The United States Tax Court upheld this restriction in a dispute that pitted the IRS against Carl Worden. For the year under review, Carl claimed a total sales tax deduction of $1,498, which he broke down as follows: $429-the amount authorized by the tables; $540 for sales tax on a car; and $529 for sales taxes on "major purchases" of furniture and other household items.

Unfortunately for Carl, the Tax Court imposed a limit on his allowable deduction-either the table amount plus the tax on the car, or the total amount of actual tax payments. True, the table guidelines authorize specific additions. Nevertheless, noted the court, "these are the only items that the Internal Revenue, as a matter of administrative convenience, has permitted to be added to the optional table amount." Translation for advisors: Caution clients that the burden is on them to prove the entire amount of the sales tax paid during the year, assuming that-unlike most of us-they had the foresight to retain records that substantiate those payments. Otherwise, the cap on the deduction is the amount in the tables increased only by the specific items mentioned in the tables.
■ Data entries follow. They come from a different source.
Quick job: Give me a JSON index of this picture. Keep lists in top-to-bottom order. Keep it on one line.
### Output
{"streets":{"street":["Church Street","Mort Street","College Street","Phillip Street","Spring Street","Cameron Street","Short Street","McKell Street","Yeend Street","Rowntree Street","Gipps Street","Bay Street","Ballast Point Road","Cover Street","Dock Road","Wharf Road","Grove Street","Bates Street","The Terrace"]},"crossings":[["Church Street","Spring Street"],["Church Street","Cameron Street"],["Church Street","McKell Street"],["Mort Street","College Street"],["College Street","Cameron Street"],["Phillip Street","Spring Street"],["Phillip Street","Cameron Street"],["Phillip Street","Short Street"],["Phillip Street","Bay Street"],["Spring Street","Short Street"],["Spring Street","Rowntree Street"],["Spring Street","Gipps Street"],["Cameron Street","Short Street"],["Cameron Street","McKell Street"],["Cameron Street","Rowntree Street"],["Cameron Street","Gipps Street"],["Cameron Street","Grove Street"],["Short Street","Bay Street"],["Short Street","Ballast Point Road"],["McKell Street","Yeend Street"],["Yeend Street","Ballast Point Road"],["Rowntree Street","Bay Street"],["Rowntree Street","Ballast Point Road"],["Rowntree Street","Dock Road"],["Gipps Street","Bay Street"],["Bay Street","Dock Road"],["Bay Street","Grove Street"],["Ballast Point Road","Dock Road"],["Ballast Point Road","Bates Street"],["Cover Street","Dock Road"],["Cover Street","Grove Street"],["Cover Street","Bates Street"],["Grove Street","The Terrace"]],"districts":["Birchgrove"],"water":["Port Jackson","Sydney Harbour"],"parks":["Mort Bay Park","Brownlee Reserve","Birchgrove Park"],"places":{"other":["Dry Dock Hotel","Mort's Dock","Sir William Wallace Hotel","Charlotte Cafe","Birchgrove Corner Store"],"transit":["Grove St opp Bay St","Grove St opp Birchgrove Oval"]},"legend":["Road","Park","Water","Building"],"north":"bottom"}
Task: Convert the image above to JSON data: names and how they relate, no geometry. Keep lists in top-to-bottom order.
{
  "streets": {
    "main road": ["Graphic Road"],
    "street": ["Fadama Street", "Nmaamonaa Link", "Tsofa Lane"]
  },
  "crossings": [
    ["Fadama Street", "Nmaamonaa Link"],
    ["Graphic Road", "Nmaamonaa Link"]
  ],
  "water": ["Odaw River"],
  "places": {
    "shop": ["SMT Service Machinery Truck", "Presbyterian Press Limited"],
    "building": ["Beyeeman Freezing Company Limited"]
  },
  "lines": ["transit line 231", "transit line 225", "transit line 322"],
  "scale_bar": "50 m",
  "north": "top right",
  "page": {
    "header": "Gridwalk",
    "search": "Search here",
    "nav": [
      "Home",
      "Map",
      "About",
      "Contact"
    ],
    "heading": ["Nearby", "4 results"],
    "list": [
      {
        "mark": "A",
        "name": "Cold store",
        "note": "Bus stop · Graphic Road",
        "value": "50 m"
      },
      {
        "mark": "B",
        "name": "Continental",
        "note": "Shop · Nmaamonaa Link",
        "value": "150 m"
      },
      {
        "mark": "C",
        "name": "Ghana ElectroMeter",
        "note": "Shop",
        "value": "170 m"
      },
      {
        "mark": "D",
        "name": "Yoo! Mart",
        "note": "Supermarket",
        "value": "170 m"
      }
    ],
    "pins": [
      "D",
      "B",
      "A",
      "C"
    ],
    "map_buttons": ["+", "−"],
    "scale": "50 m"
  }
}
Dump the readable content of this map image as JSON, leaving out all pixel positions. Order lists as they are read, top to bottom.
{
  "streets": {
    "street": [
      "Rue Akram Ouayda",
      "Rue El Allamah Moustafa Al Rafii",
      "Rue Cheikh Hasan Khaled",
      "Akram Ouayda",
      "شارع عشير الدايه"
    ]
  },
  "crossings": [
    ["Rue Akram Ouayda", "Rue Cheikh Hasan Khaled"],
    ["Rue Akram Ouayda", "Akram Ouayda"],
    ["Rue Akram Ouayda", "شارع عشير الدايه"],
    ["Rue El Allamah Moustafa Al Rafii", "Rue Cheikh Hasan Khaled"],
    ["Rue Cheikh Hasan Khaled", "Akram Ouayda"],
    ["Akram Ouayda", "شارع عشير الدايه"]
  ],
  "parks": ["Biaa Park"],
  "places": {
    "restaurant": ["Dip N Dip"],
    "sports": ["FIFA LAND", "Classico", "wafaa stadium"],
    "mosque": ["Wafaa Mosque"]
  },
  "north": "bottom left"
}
The IRS further advises taxpayers to "keep their actual receipts showing general sales taxes paid to use this method." Indirect proof, such as annual credit card statements showing purchases for which sales taxes presumably were paid, may not be sufficient.

The lesson for advisors? Knowing the complexities of the tax code is important, but not enough. Tax planning, along with other aspects of the engagement, is dependent on each client's particular situation.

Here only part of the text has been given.